Días como hoy, en los que el viento azota nuestra tierra, y la nieve la cubre, nos damos cuenta, a nada que seamos capaces de tener dos dedos de frente, de lo poca cosa que somos, y de lo fragil que muy a menudo es todo este gran juguete que hemos montado a nuestro alrededor. Se cruzan los camiones, se hielan los trenes, se cierran las carreteras, caen árboles, se desbordan los ríos. La electricidad se vuelve inestable, la calefacción imprescindible, y de pronto ya nadie se acuerda de aquello del calentamiento global.
Apenas hace dos días disfrutábamos de una prematura primavera. Hoy volvemos de golpe al crudo invierno, hoy que es cuando se acaba. A este ritmo, en breve pasaremos de la preocupación por el agua que habíamos conseguido embalsar, a la preocupación por lo que haremos con el agua que tengamos que desembalsar. Y todo eso por citar tan solo algunos ejemplos.

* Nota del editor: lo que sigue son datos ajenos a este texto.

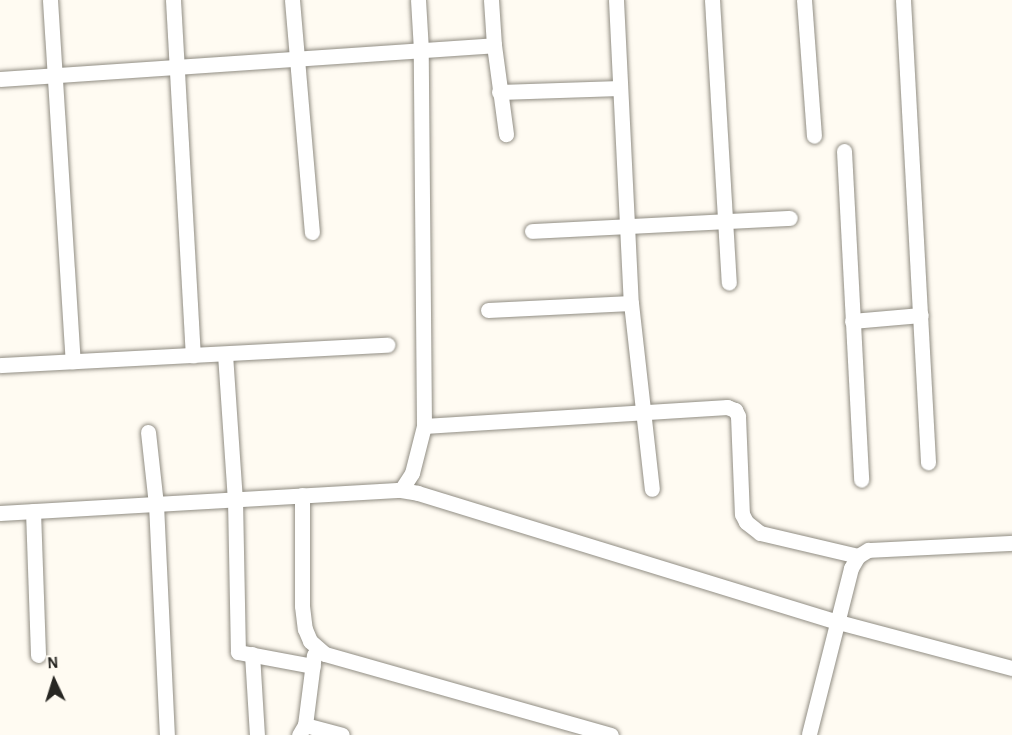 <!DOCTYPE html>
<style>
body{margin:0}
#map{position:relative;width:1012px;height:735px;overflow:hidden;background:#fffbf2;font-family:"Alegreya Sans",sans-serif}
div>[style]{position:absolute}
.roads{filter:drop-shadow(0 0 2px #918d83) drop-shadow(0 0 2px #918d83)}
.street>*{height:15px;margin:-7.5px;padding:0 7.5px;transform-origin:7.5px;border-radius:7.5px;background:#fff}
span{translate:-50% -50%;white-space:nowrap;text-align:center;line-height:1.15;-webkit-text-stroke:6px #fffbf2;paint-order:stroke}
.north{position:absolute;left:24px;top:651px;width:60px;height:60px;-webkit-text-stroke:4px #fffbf2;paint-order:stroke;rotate:356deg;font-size:16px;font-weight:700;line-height:24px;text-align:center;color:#272622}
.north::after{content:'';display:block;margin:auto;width:21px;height:27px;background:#272622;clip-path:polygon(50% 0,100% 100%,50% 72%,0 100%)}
</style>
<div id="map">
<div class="roads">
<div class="street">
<div style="left:50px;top:0;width:362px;rotate:86.4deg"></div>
<div style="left:173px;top:0;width:356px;rotate:86.8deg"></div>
<div style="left:292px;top:0;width:233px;rotate:85.1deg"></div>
<div style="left:491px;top:0;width:45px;rotate:86.2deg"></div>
<div style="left:494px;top:45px;width:90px;rotate:82.3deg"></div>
<div style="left:616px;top:0;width:303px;rotate:87.2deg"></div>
<div style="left:631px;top:303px;width:187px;rotate:83.6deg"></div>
<div style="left:712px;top:0;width:283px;rotate:86.6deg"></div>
<div style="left:804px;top:0;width:136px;rotate:85.8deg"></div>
<div style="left:903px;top:0;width:463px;rotate:86.9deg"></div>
<div style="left:0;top:79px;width:495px;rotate:-3.9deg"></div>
<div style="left:499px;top:92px;width:121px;rotate:-1.9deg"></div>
<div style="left:844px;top:151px;width:329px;rotate:87deg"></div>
<div style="left:532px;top:231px;width:258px;rotate:-2.9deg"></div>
<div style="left:488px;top:310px;width:143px;rotate:-2.8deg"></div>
<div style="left:852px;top:321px;width:69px;rotate:-5deg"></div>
<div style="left:225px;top:354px;width:145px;rotate:86.1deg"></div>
<div style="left:235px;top:499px;width:153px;rotate:88.9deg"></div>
<div style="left:238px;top:652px;width:76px;rotate:10.6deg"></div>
<div style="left:0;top:365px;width:388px;rotate:-3deg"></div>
<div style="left:424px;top:426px;width:304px;rotate:-3.6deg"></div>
<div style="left:727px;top:407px;width:9px;rotate:21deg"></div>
<div style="left:735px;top:410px;width:7px;rotate:63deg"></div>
<div style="left:738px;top:416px;width:98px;rotate:87.7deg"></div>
<div style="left:742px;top:514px;width:9px;rotate:63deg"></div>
<div style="left:746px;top:522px;width:18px;rotate:38deg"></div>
<div style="left:760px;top:533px;width:101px;rotate:13.2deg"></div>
<div style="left:148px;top:432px;width:72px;rotate:83.7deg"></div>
<div style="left:156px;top:504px;width:231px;rotate:87.3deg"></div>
<div style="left:401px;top:490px;width:20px;rotate:-57deg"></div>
<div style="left:412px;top:473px;width:49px;rotate:-75.7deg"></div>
<div style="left:424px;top:426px;width:376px;rotate:-90.5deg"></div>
<div style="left:421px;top:50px;width:50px;rotate:-93.4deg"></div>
<div style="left:302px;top:495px;width:111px;rotate:90deg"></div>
<div style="left:302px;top:606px;width:23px;rotate:83deg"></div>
<div style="left:305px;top:629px;width:13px;rotate:67deg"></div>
<div style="left:310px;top:641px;width:20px;rotate:41deg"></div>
<div style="left:325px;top:654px;width:297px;rotate:15.8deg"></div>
<div style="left:33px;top:511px;width:144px;rotate:88deg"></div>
<div style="left:0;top:513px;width:402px;rotate:-3.3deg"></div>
<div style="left:401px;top:490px;width:17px;rotate:10deg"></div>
<div style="left:418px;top:493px;width:439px;rotate:17.1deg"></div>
<div style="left:838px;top:622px;width:180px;rotate:14.8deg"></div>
<div style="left:252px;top:654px;width:81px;rotate:86.5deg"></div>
<div style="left:305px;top:725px;width:38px;rotate:15deg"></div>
<div style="left:809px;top:734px;width:171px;rotate:-75.8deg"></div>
<div style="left:851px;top:568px;width:14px;rotate:-60deg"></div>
<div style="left:858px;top:556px;width:12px;rotate:-31deg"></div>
<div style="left:868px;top:550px;width:144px;rotate:-2.8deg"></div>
<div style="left:299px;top:735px;width:12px;rotate:-59deg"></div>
<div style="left:305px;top:725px;width:71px;rotate:-82.7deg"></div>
</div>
</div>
<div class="north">N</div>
</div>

Pero cuando pase el temporal, que no hay cosa de estas que cien años dure, volveremos a ver nuestra tierra tal como la estamos dejando, llena de heridas, de cicatrices, eliminadas sus lomas, sus ríos domados, la tierra oculta bajo el asfalto o el tejado. Y esque, como diría el otro, hay que ver lo valientes que somos para destruir, y el poco control que realmente tenemos sobre lo que manejamos. Somos como esos abusones que se aprovechan de los niños y salen corriendo cuando aparecen los zumosoles.
Eso sí, siempre nos quedará el consuelo de contemplar por unos días nuestra tierra con esa belleza del blanco inmaculado.